The number of lines containing "strokeStyle" is the only answer wanted; work it out from the entries below.

Stored data:
**********

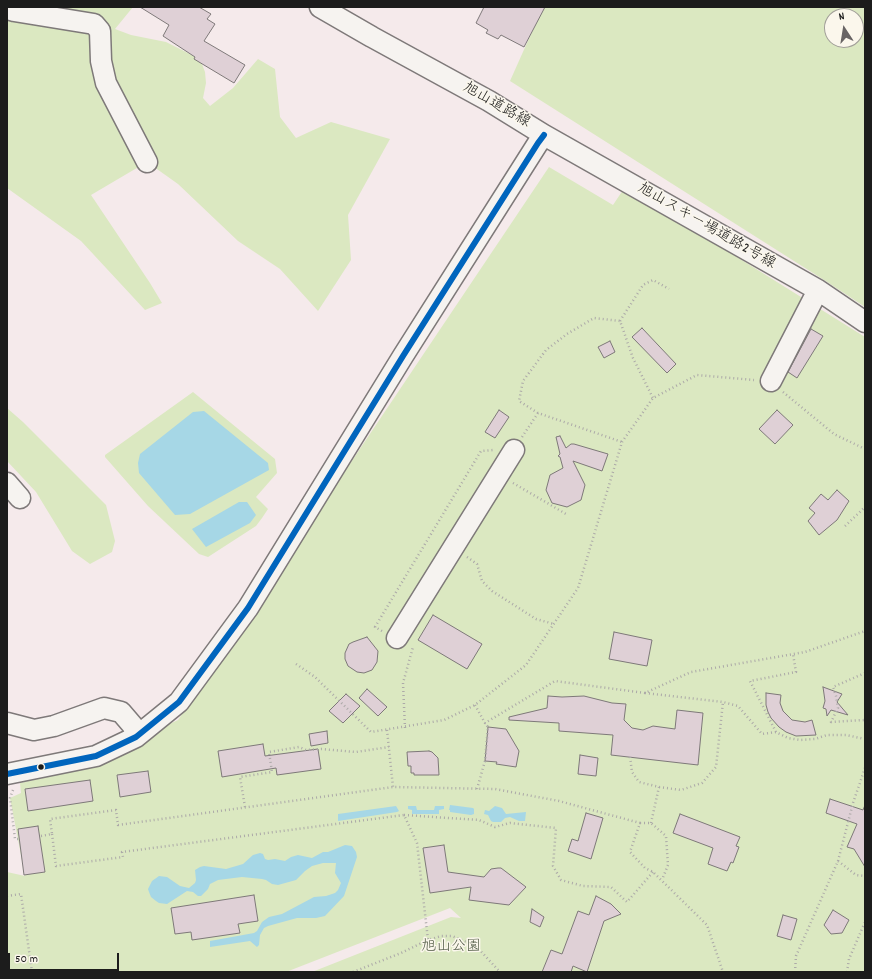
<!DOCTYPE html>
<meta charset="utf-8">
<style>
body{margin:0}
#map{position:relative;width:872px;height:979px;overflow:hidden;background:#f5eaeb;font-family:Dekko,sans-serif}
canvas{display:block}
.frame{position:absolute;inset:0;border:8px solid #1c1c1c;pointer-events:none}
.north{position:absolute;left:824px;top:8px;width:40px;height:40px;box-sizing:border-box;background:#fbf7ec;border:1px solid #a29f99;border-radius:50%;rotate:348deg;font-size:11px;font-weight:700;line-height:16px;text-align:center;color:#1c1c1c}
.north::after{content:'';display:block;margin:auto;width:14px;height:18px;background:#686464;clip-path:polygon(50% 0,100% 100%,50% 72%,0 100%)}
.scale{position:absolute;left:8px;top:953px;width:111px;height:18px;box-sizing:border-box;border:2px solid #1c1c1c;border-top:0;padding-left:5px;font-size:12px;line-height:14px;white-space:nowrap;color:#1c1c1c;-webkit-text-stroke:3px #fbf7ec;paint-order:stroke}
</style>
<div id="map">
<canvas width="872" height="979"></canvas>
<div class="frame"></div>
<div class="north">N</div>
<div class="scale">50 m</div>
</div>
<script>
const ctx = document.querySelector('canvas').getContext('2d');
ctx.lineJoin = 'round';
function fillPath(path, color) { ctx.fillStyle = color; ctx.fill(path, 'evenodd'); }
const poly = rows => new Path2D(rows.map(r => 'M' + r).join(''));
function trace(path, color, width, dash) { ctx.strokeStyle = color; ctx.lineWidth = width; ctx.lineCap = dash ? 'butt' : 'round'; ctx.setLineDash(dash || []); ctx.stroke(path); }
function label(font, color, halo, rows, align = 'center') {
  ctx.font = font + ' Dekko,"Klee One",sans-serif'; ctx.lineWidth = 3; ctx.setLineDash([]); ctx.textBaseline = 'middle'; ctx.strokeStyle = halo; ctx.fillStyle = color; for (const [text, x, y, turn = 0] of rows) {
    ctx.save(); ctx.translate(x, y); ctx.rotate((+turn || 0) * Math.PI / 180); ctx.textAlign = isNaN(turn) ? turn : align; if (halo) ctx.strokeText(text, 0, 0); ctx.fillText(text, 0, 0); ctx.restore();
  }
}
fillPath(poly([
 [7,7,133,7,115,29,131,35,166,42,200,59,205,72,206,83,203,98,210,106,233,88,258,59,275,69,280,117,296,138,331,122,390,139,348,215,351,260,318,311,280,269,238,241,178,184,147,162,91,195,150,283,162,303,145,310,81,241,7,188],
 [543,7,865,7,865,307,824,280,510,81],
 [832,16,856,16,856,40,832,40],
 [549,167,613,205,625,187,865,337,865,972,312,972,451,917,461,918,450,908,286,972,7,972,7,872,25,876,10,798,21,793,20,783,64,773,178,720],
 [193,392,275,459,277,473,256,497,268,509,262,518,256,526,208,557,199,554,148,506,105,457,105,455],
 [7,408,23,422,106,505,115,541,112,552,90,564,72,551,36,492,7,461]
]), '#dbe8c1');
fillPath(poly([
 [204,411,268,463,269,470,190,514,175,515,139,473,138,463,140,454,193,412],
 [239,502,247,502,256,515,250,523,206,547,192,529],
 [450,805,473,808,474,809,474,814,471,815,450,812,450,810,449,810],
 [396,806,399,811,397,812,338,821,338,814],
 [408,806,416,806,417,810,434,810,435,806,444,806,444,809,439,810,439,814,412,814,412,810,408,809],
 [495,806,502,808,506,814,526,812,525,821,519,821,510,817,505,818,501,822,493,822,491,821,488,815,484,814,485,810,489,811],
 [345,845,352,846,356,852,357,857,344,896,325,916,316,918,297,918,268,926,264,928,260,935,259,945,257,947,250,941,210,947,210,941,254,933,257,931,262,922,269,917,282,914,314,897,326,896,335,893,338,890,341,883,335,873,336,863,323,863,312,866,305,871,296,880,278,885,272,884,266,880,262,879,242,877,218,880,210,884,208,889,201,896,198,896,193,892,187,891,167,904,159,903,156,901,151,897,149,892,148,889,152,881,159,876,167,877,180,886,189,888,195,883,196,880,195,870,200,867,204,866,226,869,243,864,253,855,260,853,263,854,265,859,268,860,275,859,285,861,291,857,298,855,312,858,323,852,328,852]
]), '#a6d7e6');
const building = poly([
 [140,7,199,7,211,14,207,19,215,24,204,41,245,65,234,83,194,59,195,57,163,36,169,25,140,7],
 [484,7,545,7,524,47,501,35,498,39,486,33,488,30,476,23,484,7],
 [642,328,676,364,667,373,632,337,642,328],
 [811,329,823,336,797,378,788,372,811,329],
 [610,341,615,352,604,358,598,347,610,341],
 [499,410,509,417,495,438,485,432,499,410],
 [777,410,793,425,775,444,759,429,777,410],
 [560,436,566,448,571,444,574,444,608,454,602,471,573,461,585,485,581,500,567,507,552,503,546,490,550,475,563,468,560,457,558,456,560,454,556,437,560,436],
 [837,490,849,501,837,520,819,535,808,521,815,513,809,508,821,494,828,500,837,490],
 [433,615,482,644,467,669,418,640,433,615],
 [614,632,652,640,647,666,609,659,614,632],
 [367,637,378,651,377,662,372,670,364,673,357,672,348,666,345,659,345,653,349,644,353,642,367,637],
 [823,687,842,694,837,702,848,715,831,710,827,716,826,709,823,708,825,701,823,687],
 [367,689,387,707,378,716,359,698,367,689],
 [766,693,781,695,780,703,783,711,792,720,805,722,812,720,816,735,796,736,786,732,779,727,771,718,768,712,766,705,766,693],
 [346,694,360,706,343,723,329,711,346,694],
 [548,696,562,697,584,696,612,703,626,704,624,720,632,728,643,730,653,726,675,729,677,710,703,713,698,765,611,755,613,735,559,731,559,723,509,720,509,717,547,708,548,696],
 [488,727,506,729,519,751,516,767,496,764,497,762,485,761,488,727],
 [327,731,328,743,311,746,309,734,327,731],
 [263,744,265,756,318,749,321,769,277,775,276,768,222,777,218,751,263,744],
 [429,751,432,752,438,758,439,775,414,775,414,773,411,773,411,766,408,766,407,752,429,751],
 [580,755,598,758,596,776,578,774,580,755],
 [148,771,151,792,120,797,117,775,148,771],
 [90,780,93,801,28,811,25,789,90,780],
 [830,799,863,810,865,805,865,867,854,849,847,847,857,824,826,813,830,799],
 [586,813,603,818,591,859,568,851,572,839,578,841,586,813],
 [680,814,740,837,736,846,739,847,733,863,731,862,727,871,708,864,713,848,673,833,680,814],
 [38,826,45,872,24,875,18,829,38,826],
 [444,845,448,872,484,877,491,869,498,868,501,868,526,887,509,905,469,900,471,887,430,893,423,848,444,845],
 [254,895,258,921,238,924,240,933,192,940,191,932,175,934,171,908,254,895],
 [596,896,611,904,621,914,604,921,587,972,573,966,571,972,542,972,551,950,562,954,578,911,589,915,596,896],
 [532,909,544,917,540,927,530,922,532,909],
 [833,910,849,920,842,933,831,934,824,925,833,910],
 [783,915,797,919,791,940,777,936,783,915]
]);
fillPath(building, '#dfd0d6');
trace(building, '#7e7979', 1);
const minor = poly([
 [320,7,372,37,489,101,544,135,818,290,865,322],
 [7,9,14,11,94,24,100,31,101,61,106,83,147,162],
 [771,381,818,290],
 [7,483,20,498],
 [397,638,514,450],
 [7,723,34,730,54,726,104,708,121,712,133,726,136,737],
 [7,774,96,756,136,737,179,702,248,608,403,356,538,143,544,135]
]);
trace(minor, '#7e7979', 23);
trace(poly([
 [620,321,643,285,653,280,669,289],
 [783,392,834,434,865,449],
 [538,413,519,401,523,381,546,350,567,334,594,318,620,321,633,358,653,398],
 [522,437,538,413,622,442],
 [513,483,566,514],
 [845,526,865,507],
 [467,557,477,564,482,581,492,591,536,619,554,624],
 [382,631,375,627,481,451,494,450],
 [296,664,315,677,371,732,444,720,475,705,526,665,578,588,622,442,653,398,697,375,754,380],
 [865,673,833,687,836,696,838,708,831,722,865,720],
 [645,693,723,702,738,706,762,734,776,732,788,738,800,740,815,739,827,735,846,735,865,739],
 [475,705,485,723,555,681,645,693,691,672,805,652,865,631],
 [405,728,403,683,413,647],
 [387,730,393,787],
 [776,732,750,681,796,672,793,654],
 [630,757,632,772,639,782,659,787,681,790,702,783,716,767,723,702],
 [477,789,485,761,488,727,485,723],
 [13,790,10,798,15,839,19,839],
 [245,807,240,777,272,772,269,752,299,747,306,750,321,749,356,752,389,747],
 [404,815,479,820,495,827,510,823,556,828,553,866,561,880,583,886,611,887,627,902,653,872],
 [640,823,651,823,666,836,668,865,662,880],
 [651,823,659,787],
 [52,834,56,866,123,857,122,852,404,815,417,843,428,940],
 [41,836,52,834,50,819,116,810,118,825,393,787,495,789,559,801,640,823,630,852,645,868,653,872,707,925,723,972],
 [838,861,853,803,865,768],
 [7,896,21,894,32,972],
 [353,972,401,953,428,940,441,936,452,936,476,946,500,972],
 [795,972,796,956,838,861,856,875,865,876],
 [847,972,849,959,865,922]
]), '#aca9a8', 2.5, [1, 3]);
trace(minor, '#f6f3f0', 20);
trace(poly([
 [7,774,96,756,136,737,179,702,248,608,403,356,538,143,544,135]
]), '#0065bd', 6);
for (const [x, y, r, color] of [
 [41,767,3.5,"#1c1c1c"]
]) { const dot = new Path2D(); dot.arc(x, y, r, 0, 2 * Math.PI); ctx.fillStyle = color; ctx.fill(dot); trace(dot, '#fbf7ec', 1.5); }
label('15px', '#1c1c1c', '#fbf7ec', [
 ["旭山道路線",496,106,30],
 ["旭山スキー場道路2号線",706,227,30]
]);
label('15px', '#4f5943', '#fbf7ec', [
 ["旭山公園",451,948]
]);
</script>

**********

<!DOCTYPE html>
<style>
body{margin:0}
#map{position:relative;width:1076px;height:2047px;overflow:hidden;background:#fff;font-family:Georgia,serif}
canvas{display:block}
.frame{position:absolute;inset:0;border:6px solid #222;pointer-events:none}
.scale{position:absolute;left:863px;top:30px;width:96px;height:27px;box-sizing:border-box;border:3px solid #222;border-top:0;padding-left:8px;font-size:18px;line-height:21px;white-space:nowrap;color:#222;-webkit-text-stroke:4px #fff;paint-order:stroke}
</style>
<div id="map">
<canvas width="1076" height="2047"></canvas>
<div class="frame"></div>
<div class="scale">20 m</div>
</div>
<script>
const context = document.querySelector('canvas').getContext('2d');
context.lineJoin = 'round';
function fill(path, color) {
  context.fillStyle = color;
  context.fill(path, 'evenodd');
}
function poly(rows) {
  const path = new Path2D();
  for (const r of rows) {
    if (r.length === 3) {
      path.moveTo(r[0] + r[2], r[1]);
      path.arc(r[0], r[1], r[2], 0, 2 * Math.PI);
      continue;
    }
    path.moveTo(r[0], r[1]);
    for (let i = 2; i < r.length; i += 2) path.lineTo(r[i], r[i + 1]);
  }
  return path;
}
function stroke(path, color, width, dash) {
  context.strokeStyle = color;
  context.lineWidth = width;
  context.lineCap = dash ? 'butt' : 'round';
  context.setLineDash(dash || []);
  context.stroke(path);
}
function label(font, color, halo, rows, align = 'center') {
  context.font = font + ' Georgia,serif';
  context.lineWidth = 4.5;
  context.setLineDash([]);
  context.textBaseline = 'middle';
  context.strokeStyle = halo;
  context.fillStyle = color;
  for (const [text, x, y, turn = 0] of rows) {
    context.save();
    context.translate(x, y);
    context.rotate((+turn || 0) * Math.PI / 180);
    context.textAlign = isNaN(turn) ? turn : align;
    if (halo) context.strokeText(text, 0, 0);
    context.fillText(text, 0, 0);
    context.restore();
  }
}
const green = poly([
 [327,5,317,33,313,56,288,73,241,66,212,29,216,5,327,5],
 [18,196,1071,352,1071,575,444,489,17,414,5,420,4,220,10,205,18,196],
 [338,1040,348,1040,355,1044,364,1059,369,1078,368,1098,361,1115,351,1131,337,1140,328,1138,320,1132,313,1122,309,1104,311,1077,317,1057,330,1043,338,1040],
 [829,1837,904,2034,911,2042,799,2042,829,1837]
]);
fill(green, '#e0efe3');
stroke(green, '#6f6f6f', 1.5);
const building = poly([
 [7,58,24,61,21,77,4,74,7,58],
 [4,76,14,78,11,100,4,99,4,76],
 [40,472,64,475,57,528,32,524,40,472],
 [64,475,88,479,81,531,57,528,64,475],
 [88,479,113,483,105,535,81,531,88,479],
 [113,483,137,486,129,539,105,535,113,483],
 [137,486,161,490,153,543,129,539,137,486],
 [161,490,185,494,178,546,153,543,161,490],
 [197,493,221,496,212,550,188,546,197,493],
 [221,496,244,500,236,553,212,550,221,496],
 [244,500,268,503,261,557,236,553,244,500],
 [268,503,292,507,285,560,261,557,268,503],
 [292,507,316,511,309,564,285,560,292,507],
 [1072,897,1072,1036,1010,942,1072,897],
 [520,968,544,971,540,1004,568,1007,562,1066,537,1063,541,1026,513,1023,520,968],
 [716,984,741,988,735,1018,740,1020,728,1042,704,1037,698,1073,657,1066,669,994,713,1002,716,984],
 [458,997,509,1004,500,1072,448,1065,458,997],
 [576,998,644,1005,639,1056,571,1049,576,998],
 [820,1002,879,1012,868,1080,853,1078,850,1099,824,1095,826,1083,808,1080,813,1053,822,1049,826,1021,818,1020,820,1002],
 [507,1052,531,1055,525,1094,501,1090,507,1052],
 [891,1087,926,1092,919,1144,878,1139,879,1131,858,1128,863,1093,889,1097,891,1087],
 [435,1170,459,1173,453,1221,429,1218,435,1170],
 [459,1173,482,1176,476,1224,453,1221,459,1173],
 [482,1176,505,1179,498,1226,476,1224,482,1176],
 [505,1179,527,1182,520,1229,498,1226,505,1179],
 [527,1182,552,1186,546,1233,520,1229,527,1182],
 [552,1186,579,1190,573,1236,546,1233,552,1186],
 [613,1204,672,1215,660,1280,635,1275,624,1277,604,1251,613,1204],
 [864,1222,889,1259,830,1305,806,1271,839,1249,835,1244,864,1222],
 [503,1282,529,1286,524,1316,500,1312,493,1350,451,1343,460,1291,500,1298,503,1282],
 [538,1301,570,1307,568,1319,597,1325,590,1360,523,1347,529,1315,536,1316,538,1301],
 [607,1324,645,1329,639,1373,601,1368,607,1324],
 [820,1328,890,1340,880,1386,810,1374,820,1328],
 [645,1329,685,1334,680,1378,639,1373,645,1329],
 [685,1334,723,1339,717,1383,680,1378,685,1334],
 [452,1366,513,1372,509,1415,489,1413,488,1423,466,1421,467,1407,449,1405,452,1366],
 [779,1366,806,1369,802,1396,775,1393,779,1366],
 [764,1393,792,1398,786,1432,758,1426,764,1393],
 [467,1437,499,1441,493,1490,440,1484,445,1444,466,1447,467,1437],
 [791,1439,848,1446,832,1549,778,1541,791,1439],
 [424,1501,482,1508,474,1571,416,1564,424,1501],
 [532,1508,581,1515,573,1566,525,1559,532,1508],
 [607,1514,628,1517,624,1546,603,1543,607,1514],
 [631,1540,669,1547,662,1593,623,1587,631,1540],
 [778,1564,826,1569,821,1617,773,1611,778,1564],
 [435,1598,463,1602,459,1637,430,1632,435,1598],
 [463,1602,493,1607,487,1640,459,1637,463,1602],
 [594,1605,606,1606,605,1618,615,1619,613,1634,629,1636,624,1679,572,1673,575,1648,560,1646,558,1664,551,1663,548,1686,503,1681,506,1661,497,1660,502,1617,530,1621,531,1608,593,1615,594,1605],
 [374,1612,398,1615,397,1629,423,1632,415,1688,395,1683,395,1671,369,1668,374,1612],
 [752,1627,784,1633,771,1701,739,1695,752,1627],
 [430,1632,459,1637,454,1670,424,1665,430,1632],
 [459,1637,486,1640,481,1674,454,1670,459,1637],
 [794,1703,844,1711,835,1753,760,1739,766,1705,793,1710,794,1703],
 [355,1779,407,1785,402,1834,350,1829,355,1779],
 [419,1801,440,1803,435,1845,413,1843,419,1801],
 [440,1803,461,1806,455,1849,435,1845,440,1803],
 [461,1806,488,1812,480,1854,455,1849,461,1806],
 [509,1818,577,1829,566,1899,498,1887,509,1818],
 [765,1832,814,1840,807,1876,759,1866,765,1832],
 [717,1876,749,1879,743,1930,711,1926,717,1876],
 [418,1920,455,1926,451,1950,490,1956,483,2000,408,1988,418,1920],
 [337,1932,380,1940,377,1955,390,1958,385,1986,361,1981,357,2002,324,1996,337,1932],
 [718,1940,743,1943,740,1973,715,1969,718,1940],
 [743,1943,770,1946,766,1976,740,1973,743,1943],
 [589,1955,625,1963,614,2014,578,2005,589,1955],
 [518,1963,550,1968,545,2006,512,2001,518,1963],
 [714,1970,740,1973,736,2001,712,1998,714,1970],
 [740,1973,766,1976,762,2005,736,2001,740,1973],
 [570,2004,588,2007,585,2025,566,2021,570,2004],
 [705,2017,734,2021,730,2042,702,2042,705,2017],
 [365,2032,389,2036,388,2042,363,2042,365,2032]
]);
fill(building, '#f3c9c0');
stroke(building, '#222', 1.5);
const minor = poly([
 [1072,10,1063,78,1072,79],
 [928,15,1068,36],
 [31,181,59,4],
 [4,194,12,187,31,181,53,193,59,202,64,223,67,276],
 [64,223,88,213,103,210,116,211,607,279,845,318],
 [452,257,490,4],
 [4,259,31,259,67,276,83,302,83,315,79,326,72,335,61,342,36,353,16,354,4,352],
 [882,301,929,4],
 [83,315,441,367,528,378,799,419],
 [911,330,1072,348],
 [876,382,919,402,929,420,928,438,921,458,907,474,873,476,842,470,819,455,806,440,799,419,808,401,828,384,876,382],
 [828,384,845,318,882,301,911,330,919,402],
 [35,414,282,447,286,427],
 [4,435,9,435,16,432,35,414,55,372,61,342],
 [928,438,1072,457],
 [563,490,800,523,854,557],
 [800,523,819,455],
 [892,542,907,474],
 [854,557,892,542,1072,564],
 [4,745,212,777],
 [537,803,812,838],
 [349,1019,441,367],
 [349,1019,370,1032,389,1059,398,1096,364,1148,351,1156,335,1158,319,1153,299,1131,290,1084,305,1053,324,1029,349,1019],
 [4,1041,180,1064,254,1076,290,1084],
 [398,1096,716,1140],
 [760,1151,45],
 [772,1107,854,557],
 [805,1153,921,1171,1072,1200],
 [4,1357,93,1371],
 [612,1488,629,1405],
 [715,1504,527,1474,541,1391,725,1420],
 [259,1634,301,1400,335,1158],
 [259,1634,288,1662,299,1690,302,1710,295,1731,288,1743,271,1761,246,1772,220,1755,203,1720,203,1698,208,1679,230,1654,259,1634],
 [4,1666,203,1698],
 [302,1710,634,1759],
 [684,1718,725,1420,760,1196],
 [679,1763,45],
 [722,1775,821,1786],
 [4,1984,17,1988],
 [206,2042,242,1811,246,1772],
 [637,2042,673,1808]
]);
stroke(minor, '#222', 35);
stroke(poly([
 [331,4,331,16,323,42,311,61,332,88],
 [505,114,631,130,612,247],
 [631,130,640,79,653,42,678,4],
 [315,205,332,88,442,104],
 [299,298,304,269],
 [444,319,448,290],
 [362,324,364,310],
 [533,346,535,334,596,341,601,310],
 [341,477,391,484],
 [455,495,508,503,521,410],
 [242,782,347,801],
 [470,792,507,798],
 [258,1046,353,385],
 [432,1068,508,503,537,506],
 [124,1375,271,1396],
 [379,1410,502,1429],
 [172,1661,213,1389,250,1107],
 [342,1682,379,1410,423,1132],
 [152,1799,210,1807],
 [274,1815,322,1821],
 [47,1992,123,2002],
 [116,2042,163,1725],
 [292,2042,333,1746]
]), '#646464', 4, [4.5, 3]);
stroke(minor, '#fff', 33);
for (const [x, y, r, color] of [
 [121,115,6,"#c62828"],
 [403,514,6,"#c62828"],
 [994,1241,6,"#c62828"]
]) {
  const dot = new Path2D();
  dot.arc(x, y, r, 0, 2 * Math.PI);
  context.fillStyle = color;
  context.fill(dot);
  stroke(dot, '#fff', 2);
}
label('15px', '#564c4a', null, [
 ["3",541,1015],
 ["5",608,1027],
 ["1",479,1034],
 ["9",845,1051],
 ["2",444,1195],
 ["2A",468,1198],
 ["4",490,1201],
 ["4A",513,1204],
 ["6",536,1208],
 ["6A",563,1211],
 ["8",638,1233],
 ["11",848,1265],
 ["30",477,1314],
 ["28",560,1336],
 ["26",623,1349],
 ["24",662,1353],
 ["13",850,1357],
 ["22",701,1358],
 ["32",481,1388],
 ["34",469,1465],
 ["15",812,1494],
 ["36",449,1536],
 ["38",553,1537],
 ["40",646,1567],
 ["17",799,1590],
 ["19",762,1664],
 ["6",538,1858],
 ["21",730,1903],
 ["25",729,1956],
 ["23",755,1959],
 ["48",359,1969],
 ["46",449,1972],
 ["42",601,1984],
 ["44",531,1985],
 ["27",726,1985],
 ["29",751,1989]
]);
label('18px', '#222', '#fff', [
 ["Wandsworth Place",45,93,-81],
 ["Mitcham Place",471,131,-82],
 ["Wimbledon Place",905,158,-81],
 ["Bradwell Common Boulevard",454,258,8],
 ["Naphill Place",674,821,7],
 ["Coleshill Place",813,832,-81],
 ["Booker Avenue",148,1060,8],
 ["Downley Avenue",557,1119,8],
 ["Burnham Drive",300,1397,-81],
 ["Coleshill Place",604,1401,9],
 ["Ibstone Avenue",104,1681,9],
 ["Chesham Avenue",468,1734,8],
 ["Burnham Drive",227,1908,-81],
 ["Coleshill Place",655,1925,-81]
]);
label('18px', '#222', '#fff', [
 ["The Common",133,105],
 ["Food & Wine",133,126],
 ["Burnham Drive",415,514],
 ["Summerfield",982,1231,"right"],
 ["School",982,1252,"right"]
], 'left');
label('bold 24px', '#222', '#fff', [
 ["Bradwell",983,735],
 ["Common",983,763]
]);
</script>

**********

## [Answer to this task]
4